Work order: Up to and including the line that contains "position:absolute; right:18px; top:18px;", repeat each line of the data exactly, starting from the first.

Supplied information:
++++++++++

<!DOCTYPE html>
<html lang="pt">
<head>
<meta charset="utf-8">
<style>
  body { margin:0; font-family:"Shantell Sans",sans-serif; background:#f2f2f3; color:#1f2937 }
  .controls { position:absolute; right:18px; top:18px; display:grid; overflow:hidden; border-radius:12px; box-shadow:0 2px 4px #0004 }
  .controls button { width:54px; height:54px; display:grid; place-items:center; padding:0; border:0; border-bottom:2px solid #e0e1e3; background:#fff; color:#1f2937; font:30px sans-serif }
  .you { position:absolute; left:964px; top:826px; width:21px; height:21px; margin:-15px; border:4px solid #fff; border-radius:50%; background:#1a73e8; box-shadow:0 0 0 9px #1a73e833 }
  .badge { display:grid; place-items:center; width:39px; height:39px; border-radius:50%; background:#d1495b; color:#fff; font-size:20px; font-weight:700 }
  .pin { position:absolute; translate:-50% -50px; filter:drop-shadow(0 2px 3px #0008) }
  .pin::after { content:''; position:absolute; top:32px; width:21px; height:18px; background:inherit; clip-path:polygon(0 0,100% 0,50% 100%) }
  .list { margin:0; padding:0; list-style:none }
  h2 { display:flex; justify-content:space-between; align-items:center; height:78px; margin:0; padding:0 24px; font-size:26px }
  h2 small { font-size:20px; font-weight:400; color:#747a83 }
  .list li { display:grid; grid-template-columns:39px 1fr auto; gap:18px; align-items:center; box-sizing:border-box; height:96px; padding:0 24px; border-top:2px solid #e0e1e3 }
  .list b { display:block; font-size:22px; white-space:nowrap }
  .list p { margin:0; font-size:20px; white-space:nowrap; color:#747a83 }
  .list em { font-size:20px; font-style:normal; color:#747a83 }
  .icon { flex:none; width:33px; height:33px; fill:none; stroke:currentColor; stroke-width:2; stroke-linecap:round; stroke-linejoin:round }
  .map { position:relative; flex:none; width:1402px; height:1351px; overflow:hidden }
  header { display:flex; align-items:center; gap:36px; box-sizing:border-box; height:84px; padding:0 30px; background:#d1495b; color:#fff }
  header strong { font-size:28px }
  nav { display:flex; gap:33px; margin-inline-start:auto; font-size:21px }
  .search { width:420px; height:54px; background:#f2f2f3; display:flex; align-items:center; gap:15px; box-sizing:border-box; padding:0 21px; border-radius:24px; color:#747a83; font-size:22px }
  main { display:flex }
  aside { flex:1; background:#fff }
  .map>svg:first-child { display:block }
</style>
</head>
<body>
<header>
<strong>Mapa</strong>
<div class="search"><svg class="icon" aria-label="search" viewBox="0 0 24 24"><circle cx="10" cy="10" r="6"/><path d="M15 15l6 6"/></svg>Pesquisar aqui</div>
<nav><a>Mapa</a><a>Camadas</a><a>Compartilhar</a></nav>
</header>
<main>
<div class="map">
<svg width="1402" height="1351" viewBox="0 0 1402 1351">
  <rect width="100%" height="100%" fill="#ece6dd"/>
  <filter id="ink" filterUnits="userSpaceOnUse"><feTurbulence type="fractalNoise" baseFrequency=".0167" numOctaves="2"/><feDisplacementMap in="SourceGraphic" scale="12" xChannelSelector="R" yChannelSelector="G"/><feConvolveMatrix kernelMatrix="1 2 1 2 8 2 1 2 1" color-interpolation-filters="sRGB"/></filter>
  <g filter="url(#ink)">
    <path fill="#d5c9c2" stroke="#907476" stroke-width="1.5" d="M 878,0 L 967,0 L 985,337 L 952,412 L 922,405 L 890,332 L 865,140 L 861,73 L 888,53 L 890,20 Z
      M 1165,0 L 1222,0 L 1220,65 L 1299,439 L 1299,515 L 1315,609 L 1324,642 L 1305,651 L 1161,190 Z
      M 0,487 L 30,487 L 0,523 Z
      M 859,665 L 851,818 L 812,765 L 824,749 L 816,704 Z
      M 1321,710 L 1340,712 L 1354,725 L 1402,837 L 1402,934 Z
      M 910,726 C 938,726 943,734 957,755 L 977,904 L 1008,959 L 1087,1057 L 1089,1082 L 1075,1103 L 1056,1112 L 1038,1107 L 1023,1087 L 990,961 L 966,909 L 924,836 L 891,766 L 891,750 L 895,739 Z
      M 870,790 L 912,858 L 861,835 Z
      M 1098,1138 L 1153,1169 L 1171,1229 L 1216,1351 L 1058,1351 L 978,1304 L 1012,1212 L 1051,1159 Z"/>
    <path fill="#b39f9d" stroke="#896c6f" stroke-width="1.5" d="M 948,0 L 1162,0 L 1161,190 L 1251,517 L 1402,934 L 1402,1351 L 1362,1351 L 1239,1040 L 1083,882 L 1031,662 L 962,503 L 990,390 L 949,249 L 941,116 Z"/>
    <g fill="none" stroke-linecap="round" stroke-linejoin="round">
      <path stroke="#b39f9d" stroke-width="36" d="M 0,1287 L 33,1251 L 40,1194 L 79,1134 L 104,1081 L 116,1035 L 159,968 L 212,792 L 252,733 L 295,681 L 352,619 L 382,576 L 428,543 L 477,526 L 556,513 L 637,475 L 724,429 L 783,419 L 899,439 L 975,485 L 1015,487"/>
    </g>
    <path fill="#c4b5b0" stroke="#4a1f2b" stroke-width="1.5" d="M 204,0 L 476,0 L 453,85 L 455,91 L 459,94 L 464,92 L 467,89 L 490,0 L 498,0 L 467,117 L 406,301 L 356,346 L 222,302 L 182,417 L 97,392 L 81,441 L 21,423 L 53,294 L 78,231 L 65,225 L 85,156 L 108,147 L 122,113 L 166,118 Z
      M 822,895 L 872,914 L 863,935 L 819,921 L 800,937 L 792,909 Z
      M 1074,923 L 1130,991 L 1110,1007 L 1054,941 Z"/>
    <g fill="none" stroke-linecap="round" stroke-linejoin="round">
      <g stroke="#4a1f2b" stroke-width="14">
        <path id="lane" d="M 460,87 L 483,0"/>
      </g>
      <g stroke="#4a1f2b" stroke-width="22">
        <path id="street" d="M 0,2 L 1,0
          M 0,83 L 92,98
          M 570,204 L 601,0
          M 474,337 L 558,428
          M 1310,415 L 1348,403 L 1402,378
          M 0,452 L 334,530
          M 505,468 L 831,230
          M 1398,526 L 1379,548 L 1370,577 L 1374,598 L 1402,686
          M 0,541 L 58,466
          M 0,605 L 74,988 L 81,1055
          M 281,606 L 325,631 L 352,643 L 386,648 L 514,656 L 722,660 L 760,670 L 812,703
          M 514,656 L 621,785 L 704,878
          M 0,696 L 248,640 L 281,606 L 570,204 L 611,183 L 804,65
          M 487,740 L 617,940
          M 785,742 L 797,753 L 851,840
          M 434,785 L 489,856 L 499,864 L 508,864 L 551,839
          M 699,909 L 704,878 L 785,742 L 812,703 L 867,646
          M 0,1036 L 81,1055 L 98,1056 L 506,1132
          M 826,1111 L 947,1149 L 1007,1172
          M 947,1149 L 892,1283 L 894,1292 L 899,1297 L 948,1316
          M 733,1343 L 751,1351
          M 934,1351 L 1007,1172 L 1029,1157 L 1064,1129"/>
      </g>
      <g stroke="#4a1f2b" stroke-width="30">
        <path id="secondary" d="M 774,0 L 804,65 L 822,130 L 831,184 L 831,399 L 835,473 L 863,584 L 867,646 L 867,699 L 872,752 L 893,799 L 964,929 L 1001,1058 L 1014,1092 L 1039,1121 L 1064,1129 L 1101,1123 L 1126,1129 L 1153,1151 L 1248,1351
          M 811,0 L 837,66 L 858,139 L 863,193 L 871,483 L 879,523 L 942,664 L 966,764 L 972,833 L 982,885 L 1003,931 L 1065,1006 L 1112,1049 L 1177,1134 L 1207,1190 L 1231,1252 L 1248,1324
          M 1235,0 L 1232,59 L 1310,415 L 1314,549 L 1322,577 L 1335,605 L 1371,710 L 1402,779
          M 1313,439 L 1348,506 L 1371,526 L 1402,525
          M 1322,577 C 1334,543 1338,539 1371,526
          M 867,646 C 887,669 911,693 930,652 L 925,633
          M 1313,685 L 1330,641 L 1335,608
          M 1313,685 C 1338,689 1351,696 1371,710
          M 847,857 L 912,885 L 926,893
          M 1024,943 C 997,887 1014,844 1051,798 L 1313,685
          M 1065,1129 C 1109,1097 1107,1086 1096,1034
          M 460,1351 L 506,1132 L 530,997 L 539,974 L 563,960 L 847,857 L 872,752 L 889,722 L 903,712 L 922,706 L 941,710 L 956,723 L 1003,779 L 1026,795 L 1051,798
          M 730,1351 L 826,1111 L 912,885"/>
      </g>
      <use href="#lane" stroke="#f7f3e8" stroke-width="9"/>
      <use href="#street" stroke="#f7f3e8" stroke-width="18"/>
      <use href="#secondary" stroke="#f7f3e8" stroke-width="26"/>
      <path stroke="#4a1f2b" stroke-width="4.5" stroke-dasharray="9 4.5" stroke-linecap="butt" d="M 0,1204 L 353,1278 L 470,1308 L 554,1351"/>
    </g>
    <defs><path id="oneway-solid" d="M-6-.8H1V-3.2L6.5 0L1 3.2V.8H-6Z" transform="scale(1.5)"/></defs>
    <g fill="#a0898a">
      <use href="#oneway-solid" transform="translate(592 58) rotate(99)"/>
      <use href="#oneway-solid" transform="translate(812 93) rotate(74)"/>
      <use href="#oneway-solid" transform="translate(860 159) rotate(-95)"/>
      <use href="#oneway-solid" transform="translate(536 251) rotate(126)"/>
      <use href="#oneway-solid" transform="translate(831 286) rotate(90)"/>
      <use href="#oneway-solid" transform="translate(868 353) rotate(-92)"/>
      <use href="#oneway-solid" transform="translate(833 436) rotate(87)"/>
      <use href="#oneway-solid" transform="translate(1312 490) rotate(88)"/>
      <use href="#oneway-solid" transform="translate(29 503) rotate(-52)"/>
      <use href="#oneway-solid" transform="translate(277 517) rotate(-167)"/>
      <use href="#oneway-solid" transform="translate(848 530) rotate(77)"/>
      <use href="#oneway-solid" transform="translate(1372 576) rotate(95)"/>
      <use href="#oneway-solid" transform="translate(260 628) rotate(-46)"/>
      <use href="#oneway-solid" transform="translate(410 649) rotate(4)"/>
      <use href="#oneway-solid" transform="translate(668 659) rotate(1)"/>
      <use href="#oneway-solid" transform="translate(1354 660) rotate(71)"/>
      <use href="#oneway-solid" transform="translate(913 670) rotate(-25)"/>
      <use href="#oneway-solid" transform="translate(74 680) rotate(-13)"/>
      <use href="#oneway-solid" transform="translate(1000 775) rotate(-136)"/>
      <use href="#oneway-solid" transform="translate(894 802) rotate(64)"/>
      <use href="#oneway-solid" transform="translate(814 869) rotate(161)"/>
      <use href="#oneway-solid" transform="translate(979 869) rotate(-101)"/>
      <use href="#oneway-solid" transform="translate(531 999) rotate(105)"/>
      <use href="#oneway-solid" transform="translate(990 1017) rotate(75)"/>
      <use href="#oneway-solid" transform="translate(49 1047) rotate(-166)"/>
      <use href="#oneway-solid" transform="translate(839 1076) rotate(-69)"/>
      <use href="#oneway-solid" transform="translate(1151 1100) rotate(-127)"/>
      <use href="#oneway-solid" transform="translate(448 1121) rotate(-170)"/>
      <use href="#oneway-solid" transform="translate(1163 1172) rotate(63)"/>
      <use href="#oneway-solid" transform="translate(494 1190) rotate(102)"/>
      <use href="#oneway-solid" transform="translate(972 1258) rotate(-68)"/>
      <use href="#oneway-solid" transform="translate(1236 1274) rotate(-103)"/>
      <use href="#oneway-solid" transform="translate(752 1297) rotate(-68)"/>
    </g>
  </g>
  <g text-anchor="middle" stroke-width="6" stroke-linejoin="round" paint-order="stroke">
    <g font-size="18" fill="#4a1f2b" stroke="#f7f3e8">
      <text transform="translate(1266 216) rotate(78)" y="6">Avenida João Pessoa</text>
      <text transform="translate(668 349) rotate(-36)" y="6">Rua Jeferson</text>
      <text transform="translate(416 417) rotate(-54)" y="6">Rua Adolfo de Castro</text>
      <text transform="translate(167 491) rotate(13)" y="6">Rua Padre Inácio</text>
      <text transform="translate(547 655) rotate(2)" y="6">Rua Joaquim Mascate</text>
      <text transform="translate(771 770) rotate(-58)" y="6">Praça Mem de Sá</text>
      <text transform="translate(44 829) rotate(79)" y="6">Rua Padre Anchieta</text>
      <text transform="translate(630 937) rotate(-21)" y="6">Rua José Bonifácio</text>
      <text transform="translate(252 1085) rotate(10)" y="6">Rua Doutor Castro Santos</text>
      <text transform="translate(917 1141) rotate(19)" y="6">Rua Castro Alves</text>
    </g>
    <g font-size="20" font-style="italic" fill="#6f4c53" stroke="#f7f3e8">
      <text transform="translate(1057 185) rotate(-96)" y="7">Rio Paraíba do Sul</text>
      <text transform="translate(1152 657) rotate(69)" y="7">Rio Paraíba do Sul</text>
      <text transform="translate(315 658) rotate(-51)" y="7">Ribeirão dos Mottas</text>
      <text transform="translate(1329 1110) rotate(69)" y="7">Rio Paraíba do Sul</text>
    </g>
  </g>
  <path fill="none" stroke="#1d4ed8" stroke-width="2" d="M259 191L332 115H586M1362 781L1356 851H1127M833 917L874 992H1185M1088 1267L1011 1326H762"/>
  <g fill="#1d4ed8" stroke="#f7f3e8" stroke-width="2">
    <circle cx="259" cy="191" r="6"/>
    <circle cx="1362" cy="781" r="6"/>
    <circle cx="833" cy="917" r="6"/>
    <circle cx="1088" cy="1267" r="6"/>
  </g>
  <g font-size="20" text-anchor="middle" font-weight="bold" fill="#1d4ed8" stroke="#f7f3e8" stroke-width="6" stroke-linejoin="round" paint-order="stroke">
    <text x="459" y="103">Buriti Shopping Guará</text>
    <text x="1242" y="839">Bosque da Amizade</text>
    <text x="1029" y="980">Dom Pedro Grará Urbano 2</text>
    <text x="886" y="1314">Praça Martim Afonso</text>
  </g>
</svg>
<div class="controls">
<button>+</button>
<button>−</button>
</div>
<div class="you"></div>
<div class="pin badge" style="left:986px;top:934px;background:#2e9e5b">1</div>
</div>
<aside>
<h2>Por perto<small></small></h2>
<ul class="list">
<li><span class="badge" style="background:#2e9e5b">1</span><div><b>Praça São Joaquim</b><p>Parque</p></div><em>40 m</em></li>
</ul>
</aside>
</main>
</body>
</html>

++++++++++

Answer to this exercise:
<!DOCTYPE html>
<html lang="pt">
<head>
<meta charset="utf-8">
<style>
  body { margin:0; font-family:"Shantell Sans",sans-serif; background:#f2f2f3; color:#1f2937 }
  .controls { position:absolute; right:18px; top:18px; display:grid; overflow:hidden; border-radius:12px; box-shadow:0 2px 4px #0004 }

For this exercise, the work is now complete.